ECLI:NL:RBZWB:2025:2939

Rechtbank Zeeland-West-Brabant

Datum uitspraak
15 mei 2025
Publicatiedatum
15 mei 2025
Zaaknummer
02-267552-23
Instantie
Rechtbank Zeeland-West-Brabant
Type
Uitspraak
Rechtsgebied
Strafrecht
Procedures
  • Op tegenspraak
Vindplaatsen
  • Rechtspraak.nl
AI samenvatting door LexboostAutomatisch gegenereerd

Vrijspraak aanranding, maar bewezen ontuchtige handelingen met minderjarige werkneemster

In deze strafzaak heeft de Rechtbank Zeeland-West-Brabant op 15 mei 2025 uitspraak gedaan in een zaak tegen een verdachte die beschuldigd werd van aanranding en ontuchtige handelingen met een minderjarige werkneemster.
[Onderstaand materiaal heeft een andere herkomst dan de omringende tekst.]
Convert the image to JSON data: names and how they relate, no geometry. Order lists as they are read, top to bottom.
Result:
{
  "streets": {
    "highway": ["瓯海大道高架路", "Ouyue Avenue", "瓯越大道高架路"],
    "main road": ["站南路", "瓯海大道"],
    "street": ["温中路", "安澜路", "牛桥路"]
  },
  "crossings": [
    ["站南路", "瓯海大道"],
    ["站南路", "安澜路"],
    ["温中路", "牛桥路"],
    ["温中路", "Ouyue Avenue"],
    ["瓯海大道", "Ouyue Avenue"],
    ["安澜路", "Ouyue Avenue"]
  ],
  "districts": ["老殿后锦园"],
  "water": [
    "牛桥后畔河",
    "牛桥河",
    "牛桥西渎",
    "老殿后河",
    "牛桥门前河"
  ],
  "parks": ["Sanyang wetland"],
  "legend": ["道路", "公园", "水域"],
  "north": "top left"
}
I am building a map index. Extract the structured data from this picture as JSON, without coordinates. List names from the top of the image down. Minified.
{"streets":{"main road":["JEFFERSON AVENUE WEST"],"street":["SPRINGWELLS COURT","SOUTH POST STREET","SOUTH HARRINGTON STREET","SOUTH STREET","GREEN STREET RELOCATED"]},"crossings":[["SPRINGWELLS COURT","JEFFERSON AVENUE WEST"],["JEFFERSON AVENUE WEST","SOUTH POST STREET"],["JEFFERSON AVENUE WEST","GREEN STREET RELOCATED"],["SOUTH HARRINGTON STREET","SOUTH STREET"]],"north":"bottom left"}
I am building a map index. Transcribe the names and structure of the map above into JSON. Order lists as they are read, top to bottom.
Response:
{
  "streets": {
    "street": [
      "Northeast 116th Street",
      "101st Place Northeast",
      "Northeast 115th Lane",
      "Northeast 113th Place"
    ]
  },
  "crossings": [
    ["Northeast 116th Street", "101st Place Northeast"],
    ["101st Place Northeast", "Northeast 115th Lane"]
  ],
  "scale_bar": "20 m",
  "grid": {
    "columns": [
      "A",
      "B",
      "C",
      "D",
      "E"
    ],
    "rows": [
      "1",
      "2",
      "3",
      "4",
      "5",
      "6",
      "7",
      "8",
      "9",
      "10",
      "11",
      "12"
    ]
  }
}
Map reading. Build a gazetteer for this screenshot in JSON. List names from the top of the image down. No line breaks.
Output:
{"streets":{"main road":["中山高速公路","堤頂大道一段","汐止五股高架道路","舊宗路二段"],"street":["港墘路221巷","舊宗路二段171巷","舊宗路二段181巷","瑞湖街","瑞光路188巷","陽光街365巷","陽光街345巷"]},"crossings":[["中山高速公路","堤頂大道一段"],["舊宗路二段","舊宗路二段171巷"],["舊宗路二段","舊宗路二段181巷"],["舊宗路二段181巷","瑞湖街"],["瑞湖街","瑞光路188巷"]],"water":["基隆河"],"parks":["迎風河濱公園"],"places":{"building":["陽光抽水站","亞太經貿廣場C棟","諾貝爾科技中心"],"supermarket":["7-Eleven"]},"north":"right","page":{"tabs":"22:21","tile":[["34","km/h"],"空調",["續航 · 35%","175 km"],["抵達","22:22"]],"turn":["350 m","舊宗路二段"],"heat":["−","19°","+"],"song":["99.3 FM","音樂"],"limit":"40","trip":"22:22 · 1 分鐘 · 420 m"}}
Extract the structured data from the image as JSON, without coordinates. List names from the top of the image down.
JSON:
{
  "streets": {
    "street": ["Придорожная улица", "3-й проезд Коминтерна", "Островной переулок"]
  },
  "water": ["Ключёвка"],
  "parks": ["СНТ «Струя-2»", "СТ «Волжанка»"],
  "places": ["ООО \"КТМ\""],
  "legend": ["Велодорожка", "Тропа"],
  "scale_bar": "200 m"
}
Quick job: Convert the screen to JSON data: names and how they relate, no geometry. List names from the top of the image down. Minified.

De rechtbank heeft de verdachte vrijgesproken van het primair tenlastegelegde feit van aanranding, omdat de dwang niet bewezen kon worden. Echter, de rechtbank oordeelde dat er wel overtuigend bewijs was voor het plegen van ontuchtige handelingen. De verdachte heeft op 1 mei 2023, tijdens een verjaardagsfeestje, de minderjarige werkneemster, die op dat moment 17 jaar oud was, op de mond gekust en daarbij zijn tong in haar mond gestoken. De rechtbank oordeelde dat deze handelingen een seksuele strekking hadden en in strijd waren met de sociaal-ethische norm. De verdachte werd veroordeeld tot een gevangenisstraf van 31 dagen, waarvan 30 dagen voorwaardelijk met een proeftijd van twee jaar, en een taakstraf van 80 uren. Daarnaast werd de verdachte veroordeeld tot betaling van € 400,- aan immateriële schade aan de benadeelde partij, vermeerderd met wettelijke rente.

Uitspraak

RECHTBANK ZEELAND-WEST-BRABANT
Strafrecht
Zittingsplaats: Breda
parketnummer: 02-267552-23
vonnis van de meervoudige kamer van 15 mei 2025
in de strafzaak tegen
[verdachte]
geboren op [geboortedag 1] 1971 te [geboorteplaats]
wonende te [adres]
raadsvrouw mr. N. Heijkant, advocaat te Dongen

1.Onderzoek van de zaak

De zaak is inhoudelijk behandeld op de zitting van 1 mei 2025, waarbij de officier van justitie, mr. L.J. den Braber, en de verdediging hun standpunten kenbaar hebben gemaakt.

2.De tenlastelegging

De tenlastelegging is als bijlage I aan dit vonnis gehecht.
De verdenking komt er, kort en feitelijk weergegeven, op neer dat verdachte [aangeefster] heeft aangerand door haar een tongzoen te geven, dan wel dat hij op die manier ontucht heeft gepleegd met de minderjarige [aangeefster] .

3.De voorvragen

De dagvaarding is geldig.
De rechtbank is bevoegd.
De officier van justitie is ontvankelijk in de vervolging.
Er is geen reden voor schorsing van de vervolging.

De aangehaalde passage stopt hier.